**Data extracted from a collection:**
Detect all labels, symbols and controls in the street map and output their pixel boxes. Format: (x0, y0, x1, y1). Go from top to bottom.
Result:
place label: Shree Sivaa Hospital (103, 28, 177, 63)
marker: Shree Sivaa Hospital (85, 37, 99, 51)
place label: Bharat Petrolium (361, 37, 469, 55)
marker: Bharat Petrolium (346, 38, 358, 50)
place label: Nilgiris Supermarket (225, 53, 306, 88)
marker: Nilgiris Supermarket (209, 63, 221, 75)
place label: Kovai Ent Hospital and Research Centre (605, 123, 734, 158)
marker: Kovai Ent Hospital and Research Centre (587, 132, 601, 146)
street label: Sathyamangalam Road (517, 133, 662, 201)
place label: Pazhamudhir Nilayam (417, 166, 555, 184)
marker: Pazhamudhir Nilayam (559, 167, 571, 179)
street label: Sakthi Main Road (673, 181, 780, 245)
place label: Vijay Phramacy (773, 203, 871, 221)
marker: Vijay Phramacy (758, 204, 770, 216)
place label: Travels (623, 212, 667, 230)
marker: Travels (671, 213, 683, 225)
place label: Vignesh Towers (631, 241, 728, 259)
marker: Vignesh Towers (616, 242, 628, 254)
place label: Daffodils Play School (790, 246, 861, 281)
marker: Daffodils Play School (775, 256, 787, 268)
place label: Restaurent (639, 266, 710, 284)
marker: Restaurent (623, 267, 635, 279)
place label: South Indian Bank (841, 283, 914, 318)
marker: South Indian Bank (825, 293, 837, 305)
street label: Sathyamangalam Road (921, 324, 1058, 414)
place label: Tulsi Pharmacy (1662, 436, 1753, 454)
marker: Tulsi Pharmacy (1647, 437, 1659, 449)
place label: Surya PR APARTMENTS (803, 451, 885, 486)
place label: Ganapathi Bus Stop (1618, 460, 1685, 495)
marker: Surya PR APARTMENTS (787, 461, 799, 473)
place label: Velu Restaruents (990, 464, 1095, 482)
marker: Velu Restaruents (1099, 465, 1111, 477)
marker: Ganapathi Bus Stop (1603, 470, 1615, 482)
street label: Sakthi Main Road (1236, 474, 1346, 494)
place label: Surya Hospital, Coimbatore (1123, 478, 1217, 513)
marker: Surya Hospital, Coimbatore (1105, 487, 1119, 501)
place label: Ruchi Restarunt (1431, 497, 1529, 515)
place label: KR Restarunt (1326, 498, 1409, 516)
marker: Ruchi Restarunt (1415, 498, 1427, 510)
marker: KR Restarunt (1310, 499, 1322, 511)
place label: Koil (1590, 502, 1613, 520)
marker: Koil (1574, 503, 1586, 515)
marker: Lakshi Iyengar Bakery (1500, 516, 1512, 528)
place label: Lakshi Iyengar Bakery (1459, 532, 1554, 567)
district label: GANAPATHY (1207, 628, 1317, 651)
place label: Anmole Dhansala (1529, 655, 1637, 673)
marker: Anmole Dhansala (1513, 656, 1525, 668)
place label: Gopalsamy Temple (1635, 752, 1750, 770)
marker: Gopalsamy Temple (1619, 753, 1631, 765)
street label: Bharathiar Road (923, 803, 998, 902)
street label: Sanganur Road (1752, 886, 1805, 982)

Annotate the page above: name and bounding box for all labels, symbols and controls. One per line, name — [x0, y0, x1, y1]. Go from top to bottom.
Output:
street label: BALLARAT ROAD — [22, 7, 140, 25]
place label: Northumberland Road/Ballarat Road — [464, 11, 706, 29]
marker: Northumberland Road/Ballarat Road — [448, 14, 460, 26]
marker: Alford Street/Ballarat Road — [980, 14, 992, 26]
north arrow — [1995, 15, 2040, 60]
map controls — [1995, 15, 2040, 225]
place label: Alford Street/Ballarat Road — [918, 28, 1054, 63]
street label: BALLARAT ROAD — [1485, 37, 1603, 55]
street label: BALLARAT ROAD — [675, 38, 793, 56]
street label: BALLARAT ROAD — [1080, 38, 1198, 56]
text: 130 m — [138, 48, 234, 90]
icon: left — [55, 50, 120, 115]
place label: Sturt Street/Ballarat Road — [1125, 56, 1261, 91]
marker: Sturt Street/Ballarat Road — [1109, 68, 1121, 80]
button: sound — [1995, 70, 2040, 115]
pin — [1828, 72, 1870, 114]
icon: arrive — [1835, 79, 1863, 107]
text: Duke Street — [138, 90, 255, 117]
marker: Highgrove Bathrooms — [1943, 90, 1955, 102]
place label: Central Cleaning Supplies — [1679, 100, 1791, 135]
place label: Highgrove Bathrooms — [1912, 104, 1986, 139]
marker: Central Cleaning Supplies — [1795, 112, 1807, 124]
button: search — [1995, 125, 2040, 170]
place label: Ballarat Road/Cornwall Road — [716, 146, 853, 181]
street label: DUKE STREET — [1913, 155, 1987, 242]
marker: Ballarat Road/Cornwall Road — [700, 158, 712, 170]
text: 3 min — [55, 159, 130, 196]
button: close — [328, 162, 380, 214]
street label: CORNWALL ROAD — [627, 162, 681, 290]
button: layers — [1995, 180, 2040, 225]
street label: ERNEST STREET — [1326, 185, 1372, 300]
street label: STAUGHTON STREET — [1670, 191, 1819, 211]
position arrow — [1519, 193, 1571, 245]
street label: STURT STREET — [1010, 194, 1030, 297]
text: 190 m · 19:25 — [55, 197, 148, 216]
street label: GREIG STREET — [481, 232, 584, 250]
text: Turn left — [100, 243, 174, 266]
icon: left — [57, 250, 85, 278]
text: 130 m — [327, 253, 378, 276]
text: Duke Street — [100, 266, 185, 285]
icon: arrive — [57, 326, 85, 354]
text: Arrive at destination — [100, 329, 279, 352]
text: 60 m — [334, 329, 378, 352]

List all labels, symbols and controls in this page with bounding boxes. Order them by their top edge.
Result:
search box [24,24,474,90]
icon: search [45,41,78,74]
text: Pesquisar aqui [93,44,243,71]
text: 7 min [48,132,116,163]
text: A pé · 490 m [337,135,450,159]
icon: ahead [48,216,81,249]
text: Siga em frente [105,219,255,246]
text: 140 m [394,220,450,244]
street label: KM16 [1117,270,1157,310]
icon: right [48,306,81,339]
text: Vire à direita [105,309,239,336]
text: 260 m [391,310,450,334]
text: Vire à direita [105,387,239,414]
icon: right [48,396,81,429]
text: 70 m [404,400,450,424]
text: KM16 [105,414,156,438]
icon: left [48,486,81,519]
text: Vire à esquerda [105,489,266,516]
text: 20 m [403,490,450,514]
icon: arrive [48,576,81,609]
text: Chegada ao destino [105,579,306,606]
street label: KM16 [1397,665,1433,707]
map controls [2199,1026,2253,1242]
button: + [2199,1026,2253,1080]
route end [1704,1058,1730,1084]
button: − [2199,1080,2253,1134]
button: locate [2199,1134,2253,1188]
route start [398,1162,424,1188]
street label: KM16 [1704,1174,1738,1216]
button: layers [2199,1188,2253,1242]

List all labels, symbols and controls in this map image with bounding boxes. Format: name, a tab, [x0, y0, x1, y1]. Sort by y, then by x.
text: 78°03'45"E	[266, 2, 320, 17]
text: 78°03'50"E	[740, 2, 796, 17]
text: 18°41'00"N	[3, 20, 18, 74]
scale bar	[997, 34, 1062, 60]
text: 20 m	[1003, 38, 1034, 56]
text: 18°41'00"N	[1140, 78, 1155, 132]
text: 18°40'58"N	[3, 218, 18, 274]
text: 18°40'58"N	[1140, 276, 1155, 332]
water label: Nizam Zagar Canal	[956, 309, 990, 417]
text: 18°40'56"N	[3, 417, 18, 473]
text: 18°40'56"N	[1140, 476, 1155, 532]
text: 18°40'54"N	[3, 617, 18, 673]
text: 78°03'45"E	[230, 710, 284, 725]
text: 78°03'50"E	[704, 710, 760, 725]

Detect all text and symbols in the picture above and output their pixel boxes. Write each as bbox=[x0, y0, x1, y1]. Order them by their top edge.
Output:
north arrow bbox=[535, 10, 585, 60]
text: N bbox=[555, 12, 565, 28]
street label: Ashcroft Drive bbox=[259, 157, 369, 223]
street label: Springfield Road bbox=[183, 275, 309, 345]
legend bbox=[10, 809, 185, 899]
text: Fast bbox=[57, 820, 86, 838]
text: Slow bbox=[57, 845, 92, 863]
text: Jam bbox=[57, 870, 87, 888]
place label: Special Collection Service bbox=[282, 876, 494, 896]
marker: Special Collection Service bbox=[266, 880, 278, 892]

**EXERCISE DETAILS:**
The answer must be every line of the data that holds the word "Central".

**ANSWER BOX:**
place label: Central Cleaning Supplies — [1679, 100, 1791, 135]
marker: Central Cleaning Supplies — [1795, 112, 1807, 124]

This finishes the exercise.